A method for obtaining simian immunodeficiency virus RNA sequences from laser capture microdissected and immune captured CD68+ and CD163+ macrophages from frozen tissue sections of bone marrow and brain.

Laser capture microdissection (LCM) is used to extract cells or tissue regions for analysis of RNA, DNA or protein. Several methods of LCM are established for different applications, but a protocol for consistently obtaining lentiviral RNA from LCM captured immune cell populations is not described. Obtaining optimal viral RNA for analysis of viral genes from immune-captured cells using immunohistochemistry (IHC) and LCM is challenging.

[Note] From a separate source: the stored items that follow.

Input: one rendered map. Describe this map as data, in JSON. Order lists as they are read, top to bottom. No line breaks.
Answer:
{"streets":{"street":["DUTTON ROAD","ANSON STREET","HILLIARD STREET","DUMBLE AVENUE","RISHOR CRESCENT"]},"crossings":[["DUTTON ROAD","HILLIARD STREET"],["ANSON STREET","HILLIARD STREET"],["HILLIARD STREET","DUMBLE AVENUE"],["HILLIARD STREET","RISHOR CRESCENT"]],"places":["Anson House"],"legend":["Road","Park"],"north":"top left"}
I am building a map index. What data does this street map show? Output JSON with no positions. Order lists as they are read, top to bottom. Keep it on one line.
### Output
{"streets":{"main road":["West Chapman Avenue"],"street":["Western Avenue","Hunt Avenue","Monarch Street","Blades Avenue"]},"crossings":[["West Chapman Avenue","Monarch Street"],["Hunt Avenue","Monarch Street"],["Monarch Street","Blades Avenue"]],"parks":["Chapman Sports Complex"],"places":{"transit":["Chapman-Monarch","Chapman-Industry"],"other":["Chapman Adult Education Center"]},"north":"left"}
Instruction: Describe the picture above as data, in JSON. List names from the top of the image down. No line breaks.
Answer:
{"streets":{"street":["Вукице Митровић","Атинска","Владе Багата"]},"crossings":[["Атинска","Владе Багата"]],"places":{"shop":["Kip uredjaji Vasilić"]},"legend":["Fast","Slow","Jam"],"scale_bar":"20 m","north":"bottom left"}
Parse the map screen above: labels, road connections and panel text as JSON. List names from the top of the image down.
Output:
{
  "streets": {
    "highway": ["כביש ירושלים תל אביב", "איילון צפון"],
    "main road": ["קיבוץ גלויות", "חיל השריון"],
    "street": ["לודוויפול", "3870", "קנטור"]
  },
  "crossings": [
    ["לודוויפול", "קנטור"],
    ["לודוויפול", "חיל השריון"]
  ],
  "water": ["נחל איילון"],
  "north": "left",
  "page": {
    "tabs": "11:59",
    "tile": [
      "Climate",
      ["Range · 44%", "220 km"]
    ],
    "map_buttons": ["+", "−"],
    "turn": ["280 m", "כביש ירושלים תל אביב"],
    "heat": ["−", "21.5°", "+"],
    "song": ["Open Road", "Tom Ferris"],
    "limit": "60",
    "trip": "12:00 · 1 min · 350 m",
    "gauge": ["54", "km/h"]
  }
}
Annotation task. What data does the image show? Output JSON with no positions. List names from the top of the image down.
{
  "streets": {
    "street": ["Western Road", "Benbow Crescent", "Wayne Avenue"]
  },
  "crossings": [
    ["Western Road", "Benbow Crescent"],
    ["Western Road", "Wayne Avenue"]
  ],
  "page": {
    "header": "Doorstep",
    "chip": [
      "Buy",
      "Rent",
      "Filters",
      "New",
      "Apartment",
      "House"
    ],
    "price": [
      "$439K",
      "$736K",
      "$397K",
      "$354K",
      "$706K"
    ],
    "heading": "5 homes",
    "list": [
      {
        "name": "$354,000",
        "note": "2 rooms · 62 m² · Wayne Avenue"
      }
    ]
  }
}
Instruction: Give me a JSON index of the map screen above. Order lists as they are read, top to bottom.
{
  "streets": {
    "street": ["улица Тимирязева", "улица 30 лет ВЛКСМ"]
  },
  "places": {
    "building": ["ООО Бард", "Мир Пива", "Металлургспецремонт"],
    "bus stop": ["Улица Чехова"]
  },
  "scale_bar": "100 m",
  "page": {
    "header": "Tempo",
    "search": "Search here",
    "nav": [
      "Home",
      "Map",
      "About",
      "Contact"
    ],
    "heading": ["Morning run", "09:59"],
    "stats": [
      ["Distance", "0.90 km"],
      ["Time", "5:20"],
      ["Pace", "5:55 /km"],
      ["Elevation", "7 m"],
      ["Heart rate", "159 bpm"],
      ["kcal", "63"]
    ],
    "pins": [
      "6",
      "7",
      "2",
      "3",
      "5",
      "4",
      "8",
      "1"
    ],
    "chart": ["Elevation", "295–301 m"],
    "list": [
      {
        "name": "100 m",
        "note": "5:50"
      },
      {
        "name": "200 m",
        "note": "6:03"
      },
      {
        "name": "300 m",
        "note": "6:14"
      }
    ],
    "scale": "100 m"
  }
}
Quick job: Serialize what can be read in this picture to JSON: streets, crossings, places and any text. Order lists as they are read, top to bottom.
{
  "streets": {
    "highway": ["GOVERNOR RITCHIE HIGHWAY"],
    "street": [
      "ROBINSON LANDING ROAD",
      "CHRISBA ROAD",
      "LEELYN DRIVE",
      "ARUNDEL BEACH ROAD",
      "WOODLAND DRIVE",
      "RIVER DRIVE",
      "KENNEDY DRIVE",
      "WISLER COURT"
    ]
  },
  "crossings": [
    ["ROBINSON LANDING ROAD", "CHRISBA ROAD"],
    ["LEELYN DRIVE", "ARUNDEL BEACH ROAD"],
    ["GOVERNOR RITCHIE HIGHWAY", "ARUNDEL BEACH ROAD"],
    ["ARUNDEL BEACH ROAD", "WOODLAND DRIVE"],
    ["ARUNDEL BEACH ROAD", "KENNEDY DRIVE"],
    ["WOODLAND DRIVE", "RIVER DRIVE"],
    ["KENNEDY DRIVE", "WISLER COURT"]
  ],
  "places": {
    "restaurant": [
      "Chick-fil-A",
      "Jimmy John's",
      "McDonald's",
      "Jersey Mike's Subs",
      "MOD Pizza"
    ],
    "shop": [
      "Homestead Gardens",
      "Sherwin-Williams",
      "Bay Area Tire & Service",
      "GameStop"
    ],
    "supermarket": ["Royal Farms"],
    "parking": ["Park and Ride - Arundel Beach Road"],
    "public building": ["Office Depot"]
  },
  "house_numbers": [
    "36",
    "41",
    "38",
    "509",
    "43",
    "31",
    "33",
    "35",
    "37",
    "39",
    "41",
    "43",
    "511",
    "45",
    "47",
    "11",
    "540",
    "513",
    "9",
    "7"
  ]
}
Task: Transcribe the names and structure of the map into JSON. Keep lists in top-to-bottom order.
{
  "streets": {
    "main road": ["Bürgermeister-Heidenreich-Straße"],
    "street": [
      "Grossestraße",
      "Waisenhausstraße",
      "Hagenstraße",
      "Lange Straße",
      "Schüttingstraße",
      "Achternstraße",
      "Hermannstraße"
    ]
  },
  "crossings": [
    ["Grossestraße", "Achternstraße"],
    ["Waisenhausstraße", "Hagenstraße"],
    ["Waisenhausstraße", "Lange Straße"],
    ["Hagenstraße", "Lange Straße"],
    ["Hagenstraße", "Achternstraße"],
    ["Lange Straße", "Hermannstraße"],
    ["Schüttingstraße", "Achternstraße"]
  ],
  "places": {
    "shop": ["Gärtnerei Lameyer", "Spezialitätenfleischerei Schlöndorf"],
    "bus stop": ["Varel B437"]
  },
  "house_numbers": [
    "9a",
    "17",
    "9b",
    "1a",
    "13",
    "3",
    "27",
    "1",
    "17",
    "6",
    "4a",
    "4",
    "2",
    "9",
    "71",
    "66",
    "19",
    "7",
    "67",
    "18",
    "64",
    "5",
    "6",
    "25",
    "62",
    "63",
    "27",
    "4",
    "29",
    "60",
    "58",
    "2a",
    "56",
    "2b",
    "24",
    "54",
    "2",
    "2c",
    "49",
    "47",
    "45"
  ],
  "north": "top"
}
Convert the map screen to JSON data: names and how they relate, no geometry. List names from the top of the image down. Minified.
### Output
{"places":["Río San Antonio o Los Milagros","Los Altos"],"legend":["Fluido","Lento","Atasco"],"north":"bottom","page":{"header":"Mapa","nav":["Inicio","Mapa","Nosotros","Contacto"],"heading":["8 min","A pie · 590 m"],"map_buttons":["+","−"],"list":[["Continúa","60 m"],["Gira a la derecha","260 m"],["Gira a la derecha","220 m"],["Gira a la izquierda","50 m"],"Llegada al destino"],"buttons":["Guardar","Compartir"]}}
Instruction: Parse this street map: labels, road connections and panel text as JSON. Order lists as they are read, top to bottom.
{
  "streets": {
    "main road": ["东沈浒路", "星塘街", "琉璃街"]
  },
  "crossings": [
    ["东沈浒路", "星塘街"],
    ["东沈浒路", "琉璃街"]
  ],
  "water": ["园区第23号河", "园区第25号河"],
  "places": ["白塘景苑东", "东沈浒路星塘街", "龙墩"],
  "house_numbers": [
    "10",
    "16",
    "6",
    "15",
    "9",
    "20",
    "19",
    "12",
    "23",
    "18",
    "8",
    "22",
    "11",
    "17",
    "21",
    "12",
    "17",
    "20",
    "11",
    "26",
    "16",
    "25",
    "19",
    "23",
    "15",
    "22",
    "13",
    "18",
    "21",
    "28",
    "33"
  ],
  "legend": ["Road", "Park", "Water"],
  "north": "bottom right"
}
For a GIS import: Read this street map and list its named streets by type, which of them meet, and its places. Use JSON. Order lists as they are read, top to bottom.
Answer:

IHC protocols have long antibody incubation times that increase risk of RNA degradation. But, immune capture of specific cell populations like macrophages without staining for virus cannot result in obtaining only a fraction of cells which are productively lentivirally infected. In this study we sought to obtain simian immunodeficiency virus (SIV) RNA from SIV gp120+ and CD68+ monocyte/macrophages in bone marrow (BM) and CD163+ perivascular macrophages in brain of SIV-infected rhesus macaques. Here, we report an IHC protocol with RNase inhibitors that consistently results in optimal quantity and yield of lentiviral RNA from LCM-captured immune cells.